===== DATA TO EXAMINE

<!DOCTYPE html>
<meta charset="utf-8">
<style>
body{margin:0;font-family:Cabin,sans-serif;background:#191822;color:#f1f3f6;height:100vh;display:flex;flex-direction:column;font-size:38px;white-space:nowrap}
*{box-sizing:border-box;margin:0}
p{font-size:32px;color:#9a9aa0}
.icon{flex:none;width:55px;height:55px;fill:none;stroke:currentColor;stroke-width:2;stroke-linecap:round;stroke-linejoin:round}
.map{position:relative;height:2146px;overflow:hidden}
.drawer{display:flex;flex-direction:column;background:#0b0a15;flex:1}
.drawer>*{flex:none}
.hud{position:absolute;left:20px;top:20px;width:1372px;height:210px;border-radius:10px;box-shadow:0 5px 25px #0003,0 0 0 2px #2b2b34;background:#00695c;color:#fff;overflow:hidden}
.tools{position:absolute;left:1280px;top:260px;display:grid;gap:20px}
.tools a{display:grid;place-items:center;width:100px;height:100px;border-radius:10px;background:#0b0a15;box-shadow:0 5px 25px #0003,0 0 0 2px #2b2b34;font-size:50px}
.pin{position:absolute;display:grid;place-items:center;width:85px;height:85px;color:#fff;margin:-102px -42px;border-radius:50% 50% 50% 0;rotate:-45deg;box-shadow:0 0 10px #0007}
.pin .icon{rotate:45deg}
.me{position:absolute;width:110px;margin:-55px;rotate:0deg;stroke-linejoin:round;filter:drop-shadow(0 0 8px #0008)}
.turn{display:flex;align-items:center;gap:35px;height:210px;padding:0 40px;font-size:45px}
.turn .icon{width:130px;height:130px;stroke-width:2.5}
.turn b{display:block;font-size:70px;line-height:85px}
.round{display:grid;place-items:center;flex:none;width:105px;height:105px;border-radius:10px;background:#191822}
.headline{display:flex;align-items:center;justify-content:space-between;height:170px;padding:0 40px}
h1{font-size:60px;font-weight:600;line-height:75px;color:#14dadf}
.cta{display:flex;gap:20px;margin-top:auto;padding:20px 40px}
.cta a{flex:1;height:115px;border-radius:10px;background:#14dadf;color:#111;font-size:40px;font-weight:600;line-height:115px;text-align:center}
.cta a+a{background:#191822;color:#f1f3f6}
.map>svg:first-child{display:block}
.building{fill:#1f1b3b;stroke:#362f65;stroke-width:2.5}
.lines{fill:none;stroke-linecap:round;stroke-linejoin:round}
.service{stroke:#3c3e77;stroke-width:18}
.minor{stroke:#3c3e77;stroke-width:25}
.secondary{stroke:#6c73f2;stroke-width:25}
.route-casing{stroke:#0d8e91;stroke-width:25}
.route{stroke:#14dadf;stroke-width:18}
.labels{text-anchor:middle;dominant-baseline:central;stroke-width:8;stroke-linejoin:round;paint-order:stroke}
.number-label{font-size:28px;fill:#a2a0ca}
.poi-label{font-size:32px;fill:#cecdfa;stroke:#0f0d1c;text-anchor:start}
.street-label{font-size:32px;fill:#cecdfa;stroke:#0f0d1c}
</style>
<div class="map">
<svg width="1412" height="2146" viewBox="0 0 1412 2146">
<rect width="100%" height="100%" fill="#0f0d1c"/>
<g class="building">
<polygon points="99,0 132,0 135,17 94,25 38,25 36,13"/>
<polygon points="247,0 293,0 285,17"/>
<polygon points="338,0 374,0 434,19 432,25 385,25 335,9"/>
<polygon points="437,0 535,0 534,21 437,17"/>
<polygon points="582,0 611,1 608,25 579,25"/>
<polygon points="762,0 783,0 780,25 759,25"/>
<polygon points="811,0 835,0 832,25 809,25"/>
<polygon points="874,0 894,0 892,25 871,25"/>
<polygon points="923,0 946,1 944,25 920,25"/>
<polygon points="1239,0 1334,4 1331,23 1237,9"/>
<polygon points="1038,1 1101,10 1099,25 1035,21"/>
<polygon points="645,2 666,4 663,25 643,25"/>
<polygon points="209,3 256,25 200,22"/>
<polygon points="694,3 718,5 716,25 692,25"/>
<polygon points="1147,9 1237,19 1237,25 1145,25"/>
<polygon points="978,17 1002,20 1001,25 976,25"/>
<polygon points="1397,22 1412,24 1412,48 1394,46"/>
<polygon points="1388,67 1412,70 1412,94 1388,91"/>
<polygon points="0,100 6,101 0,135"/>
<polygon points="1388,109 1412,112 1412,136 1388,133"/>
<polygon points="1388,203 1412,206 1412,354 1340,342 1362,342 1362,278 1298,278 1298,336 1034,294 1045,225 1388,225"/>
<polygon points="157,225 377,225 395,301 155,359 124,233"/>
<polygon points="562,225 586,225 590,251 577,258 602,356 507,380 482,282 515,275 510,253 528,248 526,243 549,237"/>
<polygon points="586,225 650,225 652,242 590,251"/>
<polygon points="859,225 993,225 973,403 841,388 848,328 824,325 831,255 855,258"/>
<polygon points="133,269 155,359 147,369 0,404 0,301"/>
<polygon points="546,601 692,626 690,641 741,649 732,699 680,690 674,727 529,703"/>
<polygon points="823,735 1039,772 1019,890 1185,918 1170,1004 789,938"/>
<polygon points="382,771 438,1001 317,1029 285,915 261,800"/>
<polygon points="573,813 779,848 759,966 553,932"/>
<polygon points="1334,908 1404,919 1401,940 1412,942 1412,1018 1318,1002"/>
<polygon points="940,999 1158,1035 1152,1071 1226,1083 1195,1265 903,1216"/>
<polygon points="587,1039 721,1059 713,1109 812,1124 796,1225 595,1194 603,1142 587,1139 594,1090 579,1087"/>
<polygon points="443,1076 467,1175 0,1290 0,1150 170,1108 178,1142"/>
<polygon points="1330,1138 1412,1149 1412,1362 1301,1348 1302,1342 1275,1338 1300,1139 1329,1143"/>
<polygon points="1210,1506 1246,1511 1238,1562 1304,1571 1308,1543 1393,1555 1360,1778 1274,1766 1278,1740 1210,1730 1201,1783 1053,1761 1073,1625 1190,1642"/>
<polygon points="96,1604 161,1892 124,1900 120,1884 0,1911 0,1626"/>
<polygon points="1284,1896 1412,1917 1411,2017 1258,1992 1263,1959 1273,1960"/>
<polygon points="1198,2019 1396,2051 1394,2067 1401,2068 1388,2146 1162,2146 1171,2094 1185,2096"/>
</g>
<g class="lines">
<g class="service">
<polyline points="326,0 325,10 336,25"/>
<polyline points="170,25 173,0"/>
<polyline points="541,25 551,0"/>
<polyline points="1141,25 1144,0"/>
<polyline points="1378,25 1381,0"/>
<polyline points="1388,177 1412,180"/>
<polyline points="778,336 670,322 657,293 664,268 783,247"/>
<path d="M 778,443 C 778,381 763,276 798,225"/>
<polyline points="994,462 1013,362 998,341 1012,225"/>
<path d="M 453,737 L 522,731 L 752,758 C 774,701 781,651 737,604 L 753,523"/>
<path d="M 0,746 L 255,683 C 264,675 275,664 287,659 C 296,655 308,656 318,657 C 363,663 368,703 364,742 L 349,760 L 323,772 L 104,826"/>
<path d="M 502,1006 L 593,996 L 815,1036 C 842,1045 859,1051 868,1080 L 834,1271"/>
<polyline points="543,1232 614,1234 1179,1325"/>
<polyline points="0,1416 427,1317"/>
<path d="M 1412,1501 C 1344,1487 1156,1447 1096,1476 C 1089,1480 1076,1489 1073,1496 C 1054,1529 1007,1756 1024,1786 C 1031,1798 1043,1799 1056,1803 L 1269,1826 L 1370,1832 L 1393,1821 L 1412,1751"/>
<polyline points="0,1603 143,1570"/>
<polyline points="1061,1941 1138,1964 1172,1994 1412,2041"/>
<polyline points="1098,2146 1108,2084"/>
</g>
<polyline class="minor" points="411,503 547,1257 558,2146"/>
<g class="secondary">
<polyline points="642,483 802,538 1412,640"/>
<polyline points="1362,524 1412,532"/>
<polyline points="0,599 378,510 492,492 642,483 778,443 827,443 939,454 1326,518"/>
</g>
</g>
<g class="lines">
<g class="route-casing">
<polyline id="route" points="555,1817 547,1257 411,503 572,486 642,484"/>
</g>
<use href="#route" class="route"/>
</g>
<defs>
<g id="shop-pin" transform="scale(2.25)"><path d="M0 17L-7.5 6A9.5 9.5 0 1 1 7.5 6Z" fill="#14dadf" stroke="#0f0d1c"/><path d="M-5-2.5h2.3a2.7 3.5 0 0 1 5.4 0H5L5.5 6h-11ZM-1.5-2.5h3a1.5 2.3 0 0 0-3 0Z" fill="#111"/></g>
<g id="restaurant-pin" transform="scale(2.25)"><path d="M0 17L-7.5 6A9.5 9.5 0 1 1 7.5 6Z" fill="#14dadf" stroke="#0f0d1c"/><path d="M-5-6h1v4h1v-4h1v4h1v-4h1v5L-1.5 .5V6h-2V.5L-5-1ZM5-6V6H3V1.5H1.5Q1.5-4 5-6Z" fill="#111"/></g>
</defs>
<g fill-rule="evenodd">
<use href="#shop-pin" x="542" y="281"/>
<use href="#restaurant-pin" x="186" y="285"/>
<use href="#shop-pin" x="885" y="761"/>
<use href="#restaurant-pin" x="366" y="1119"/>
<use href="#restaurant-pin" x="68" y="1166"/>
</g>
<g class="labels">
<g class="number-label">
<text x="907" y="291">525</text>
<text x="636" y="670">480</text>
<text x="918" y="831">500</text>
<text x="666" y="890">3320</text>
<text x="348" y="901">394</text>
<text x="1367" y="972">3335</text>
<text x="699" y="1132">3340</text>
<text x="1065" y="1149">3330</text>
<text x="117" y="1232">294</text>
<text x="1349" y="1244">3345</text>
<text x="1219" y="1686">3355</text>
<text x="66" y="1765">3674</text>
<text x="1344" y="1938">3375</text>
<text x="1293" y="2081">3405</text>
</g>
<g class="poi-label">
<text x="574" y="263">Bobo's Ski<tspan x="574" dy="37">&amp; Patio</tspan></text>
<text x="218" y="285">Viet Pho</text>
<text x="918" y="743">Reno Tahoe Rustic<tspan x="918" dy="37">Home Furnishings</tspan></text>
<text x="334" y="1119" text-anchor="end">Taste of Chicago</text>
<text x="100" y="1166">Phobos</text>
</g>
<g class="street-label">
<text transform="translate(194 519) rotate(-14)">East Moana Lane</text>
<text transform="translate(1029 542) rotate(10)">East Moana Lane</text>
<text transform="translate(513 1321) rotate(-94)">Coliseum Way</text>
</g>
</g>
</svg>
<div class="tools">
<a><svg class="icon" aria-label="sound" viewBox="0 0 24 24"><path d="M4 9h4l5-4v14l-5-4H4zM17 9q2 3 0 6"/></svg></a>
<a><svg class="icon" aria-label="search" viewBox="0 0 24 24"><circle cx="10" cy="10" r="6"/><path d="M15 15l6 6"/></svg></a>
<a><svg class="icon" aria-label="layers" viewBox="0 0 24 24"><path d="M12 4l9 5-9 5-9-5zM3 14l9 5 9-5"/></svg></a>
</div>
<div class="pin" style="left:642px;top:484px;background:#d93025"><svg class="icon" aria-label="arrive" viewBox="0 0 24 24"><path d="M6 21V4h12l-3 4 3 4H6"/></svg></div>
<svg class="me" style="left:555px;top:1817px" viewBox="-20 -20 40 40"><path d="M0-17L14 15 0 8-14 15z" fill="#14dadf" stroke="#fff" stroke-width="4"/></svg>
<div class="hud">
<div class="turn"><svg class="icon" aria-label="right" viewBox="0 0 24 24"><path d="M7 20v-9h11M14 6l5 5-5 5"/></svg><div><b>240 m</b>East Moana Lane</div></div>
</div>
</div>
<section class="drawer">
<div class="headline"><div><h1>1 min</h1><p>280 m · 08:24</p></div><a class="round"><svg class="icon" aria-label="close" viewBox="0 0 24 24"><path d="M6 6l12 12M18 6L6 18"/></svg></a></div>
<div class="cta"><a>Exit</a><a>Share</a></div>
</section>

==========

## [WHAT THE EXERCISE ASKS]
Your answer should be the lines above that contain the word "linecap", copied out.

## [OUTPUT]
.icon{flex:none;width:55px;height:55px;fill:none;stroke:currentColor;stroke-width:2;stroke-linecap:round;stroke-linejoin:round}
.lines{fill:none;stroke-linecap:round;stroke-linejoin:round}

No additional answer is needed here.